TASK DETAILS:
Your answer should consist of the lines below that hold the word "from".

PROVIDED RECORDS:
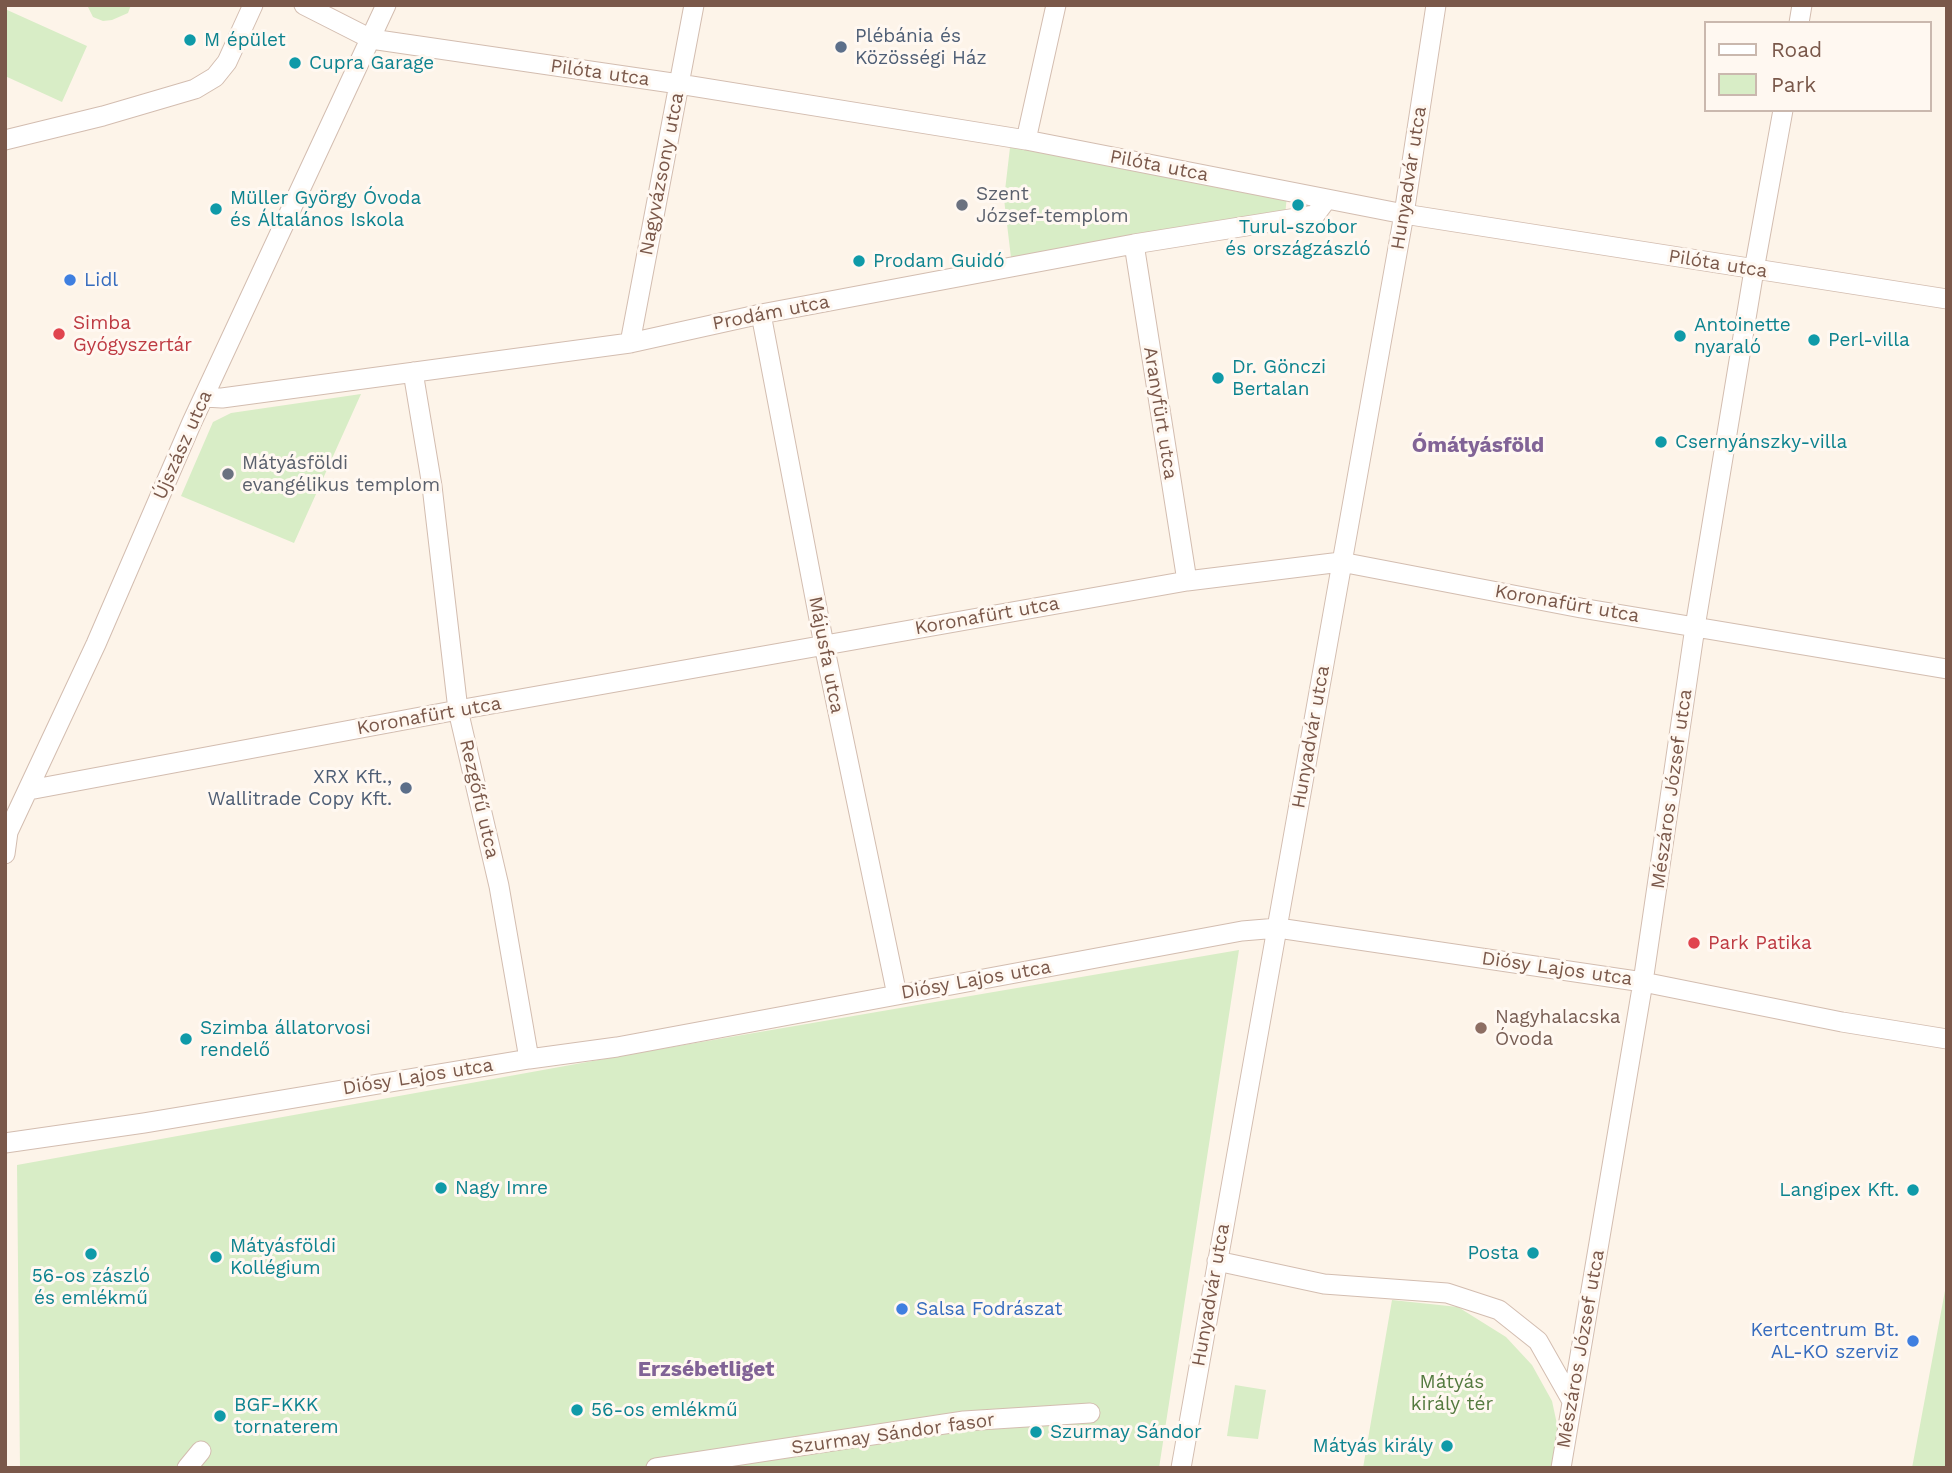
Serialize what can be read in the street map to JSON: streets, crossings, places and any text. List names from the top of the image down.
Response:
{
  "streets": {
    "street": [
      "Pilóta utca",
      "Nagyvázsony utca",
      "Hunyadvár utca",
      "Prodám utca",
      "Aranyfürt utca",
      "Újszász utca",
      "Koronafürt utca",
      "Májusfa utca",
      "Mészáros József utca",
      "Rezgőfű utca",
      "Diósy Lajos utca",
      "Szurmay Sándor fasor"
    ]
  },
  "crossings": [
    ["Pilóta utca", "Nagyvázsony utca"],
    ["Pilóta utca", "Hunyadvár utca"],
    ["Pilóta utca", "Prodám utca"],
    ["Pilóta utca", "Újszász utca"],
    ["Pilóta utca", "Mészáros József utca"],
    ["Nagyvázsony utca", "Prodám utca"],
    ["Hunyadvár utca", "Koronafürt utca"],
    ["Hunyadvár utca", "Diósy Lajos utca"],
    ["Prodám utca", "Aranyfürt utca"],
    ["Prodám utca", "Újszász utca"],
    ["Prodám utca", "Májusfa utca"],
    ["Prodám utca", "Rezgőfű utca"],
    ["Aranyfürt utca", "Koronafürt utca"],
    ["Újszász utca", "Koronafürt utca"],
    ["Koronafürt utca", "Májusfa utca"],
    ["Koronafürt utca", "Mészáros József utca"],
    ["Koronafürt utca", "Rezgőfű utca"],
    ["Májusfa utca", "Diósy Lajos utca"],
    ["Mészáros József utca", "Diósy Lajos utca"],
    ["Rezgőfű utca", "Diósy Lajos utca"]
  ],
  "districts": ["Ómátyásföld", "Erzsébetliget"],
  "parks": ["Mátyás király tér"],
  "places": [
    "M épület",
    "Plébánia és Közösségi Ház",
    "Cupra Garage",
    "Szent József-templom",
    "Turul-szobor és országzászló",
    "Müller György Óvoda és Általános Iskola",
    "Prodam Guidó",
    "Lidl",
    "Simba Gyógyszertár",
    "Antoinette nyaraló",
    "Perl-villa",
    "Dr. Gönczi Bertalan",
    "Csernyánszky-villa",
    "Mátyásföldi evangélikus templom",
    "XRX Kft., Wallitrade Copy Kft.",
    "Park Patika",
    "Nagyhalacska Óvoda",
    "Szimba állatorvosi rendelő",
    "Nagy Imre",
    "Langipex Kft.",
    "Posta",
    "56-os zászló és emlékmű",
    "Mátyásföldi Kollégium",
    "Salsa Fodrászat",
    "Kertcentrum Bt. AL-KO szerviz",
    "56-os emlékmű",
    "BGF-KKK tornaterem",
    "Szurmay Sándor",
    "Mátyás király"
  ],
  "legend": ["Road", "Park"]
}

==

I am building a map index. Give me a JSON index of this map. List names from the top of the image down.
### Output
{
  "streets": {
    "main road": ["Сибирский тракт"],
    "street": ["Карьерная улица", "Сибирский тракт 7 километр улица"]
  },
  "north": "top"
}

ANSWER SECTION:
Serialize what can be read in the street map to JSON: streets, crossings, places and any text. List names from the top of the image down.
I am building a map index. Give me a JSON index of this map. List names from the top of the image down.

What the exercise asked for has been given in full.